LISTED RECORDS:
______
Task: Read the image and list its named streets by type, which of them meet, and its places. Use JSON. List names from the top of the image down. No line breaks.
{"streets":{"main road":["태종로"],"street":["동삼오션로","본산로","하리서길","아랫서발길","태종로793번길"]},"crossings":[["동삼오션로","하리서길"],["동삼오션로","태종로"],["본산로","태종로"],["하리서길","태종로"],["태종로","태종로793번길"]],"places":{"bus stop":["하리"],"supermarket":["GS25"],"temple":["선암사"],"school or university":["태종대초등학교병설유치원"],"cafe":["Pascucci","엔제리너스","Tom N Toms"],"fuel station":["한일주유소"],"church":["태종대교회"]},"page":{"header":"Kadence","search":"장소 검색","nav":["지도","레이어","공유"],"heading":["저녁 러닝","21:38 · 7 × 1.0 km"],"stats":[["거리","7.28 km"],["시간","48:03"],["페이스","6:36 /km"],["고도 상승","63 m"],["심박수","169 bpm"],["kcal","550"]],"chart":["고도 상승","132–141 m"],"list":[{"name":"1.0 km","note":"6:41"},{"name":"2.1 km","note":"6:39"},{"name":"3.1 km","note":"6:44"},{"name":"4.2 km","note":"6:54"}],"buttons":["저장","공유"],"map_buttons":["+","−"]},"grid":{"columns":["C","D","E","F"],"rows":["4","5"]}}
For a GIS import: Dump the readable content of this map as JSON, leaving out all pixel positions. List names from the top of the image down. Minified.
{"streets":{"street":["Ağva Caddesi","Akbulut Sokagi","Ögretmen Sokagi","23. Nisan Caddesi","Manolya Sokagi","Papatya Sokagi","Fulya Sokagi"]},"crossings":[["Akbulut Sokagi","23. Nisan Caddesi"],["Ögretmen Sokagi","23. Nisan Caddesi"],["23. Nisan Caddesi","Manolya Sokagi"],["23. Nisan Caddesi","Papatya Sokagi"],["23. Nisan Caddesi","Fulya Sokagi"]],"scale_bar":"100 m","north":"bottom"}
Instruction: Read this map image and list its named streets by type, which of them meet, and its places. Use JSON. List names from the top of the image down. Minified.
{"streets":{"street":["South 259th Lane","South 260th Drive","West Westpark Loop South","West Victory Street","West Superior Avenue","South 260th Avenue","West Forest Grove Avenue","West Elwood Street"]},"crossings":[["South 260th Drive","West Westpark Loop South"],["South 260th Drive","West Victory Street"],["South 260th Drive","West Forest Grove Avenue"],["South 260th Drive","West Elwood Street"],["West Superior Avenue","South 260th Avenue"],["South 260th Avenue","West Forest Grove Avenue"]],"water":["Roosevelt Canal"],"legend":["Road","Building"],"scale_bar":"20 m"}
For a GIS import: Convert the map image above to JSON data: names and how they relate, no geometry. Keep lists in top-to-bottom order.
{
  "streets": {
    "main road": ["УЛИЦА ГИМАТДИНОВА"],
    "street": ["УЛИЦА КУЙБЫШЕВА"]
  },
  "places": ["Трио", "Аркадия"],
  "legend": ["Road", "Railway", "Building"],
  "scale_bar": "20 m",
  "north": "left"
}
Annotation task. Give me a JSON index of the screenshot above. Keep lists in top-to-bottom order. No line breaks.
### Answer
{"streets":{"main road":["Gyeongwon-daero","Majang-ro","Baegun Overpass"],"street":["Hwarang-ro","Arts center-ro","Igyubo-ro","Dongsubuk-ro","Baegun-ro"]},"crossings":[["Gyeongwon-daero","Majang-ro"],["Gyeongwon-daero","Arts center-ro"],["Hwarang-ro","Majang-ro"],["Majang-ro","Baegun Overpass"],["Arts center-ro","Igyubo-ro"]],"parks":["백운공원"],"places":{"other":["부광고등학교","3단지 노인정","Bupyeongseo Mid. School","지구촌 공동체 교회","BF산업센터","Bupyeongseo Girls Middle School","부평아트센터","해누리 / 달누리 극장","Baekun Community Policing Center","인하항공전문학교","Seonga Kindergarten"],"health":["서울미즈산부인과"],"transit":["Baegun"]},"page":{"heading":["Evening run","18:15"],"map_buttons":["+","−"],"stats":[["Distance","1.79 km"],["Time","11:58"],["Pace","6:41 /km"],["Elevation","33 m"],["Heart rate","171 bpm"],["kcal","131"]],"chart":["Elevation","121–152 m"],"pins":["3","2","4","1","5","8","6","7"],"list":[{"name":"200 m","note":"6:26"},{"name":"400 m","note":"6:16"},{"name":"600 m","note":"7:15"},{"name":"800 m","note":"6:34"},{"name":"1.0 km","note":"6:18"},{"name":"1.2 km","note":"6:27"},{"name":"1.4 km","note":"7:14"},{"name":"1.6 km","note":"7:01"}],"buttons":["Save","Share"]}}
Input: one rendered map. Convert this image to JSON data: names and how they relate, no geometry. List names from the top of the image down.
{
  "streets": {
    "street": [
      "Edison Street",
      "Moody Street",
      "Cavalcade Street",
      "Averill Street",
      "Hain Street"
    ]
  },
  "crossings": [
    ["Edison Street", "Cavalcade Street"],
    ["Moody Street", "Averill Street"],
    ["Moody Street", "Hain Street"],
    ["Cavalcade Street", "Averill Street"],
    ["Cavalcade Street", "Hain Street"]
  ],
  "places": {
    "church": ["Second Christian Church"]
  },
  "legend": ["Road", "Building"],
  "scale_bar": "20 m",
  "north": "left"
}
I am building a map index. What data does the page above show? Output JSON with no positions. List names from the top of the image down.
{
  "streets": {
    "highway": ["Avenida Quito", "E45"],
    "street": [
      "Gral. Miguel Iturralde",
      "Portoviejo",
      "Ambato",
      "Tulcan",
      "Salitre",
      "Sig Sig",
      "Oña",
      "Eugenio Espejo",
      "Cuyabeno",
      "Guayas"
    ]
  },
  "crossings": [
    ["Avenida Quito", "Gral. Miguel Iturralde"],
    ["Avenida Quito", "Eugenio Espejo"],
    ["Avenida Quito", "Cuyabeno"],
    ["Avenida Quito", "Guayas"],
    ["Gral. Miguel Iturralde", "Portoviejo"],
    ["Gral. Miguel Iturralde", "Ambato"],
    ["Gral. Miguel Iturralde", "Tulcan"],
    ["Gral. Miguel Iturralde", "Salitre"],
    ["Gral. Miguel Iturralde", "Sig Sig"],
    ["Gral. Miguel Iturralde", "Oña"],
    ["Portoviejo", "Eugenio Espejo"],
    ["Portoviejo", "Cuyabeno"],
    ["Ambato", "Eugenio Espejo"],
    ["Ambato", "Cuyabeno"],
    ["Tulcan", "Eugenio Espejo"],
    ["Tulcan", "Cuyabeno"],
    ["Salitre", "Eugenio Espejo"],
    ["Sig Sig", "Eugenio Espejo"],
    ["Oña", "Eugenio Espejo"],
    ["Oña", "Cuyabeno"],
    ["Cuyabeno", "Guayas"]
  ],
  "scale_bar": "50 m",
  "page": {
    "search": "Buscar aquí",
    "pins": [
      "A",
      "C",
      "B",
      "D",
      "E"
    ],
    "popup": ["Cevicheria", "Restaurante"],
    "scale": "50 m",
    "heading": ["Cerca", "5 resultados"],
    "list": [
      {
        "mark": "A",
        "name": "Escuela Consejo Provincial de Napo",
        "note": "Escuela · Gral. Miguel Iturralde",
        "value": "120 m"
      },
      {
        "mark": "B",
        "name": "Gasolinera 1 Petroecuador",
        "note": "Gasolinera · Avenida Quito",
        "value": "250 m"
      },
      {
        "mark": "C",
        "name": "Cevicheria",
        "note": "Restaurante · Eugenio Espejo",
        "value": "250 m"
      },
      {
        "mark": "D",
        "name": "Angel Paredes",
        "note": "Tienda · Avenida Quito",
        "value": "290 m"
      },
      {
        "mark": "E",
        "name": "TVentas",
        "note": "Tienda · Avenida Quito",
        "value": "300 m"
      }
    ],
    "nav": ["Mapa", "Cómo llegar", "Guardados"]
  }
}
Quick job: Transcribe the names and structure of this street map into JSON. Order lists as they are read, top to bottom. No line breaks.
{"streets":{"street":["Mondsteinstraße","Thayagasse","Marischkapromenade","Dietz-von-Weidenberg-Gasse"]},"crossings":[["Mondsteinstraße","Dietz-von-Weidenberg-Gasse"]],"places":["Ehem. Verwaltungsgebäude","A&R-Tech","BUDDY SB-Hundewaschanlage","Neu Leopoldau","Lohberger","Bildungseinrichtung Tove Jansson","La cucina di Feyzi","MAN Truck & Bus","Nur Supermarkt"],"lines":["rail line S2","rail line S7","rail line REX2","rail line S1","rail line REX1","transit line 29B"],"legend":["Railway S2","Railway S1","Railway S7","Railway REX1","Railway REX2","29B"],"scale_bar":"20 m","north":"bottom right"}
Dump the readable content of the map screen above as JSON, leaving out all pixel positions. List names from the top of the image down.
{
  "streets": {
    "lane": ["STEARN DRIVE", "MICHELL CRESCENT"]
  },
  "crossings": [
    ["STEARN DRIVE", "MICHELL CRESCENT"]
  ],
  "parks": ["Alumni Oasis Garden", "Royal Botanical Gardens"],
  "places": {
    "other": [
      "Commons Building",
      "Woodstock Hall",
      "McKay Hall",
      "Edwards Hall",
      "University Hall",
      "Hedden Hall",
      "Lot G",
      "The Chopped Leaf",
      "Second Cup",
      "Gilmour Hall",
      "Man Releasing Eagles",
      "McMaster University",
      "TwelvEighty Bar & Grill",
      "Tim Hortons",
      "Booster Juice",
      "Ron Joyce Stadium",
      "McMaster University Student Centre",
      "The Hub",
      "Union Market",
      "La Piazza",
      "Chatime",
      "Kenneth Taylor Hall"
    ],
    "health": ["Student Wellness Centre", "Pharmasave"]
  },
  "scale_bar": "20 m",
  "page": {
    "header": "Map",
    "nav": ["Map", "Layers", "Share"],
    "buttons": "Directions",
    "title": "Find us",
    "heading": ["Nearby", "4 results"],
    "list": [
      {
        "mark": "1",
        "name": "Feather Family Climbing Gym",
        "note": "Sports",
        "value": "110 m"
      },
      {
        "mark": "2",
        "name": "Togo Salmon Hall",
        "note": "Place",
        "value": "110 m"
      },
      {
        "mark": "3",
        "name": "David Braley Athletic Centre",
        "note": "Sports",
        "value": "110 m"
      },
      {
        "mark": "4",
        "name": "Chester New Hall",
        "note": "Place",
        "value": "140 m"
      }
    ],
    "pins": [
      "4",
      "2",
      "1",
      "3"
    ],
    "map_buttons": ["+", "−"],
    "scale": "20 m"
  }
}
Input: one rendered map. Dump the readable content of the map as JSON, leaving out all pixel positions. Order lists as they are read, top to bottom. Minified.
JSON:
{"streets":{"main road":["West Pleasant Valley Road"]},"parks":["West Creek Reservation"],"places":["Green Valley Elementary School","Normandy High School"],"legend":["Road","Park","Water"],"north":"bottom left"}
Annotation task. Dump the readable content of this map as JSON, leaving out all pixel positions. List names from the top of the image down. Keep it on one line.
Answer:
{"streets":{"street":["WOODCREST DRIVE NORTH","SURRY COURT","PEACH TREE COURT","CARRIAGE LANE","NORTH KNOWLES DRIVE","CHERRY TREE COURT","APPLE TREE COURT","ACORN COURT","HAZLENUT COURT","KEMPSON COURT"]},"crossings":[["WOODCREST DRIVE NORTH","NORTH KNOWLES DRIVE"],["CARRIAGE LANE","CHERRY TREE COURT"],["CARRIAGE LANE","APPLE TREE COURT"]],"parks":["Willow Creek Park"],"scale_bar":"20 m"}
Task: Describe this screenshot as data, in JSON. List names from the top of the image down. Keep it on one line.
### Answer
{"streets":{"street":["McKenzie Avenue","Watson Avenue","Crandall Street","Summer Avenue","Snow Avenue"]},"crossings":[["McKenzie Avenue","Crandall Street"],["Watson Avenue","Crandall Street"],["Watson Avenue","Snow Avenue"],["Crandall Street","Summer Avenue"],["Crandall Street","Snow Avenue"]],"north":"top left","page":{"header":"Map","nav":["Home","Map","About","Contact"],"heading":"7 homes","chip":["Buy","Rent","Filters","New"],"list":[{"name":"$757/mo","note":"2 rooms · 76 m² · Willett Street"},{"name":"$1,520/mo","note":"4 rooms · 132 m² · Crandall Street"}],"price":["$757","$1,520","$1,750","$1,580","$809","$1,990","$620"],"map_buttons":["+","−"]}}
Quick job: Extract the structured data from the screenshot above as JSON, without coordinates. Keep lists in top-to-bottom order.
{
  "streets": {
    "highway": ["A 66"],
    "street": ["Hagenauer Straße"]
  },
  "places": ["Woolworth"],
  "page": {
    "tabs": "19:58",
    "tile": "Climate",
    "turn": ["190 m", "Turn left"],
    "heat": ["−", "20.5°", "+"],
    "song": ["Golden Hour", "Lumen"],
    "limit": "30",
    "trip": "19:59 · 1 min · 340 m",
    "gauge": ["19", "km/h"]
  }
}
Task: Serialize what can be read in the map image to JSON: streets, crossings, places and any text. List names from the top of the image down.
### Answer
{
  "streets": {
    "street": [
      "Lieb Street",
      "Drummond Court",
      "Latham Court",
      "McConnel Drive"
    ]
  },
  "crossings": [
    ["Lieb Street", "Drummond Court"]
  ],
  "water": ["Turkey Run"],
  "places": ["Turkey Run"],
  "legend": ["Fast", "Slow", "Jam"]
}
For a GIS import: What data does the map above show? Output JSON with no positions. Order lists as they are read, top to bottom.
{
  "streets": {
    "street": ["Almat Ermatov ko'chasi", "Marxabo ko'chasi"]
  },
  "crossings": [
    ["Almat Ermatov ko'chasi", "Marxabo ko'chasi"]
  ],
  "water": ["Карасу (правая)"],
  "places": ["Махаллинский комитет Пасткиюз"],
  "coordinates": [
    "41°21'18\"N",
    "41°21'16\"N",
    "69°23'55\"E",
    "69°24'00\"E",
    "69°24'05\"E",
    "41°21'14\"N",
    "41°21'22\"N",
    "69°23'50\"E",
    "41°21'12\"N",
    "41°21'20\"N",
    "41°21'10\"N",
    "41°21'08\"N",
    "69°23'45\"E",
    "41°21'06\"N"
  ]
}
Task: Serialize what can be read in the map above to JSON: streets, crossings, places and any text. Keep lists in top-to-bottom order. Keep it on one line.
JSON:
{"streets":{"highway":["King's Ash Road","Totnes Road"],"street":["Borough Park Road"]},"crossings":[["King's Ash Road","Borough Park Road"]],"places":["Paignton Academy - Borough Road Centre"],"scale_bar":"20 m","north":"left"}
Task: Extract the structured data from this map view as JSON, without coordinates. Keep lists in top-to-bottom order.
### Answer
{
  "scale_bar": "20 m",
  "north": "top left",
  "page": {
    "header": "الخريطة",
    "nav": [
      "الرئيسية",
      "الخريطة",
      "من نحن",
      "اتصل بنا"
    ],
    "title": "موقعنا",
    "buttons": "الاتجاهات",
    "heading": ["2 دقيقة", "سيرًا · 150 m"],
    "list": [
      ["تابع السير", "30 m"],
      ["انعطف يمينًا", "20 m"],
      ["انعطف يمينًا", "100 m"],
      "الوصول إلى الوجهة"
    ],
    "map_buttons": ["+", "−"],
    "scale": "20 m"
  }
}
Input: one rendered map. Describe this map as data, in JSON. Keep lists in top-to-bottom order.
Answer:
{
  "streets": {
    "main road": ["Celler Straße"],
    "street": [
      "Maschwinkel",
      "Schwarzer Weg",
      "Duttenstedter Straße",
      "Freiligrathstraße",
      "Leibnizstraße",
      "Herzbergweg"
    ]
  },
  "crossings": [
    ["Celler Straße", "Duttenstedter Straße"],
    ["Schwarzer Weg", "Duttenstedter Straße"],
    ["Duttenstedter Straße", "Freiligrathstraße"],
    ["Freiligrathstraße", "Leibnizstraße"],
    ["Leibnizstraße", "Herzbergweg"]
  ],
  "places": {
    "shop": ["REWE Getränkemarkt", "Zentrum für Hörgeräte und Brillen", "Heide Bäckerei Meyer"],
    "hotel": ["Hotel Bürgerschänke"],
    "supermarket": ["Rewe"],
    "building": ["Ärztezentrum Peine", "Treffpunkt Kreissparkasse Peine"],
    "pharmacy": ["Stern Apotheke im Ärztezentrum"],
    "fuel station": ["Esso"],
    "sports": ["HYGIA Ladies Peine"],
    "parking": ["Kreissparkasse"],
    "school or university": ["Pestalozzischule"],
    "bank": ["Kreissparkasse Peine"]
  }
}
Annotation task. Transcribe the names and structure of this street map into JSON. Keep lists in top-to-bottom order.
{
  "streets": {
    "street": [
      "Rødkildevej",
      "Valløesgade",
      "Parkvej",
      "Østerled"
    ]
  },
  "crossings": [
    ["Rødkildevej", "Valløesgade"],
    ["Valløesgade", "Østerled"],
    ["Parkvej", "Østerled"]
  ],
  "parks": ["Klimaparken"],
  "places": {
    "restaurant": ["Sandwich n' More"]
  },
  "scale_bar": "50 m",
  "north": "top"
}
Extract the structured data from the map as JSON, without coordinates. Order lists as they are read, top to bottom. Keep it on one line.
______
WORK ITEM: Please repeat the line that contains "Annotation task. Transcribe" and every line after it through the end of the material above, exactly and with nothing added.

TASK SOLUTION:
Annotation task. Transcribe the names and structure of this street map into JSON. Keep lists in top-to-bottom order.
{
  "streets": {
    "street": [
      "Rødkildevej",
      "Valløesgade",
      "Parkvej",
      "Østerled"
    ]
  },
  "crossings": [
    ["Rødkildevej", "Valløesgade"],
    ["Valløesgade", "Østerled"],
    ["Parkvej", "Østerled"]
  ],
  "parks": ["Klimaparken"],
  "places": {
    "restaurant": ["Sandwich n' More"]
  },
  "scale_bar": "50 m",
  "north": "top"
}
Extract the structured data from the map as JSON, without coordinates. Order lists as they are read, top to bottom. Keep it on one line.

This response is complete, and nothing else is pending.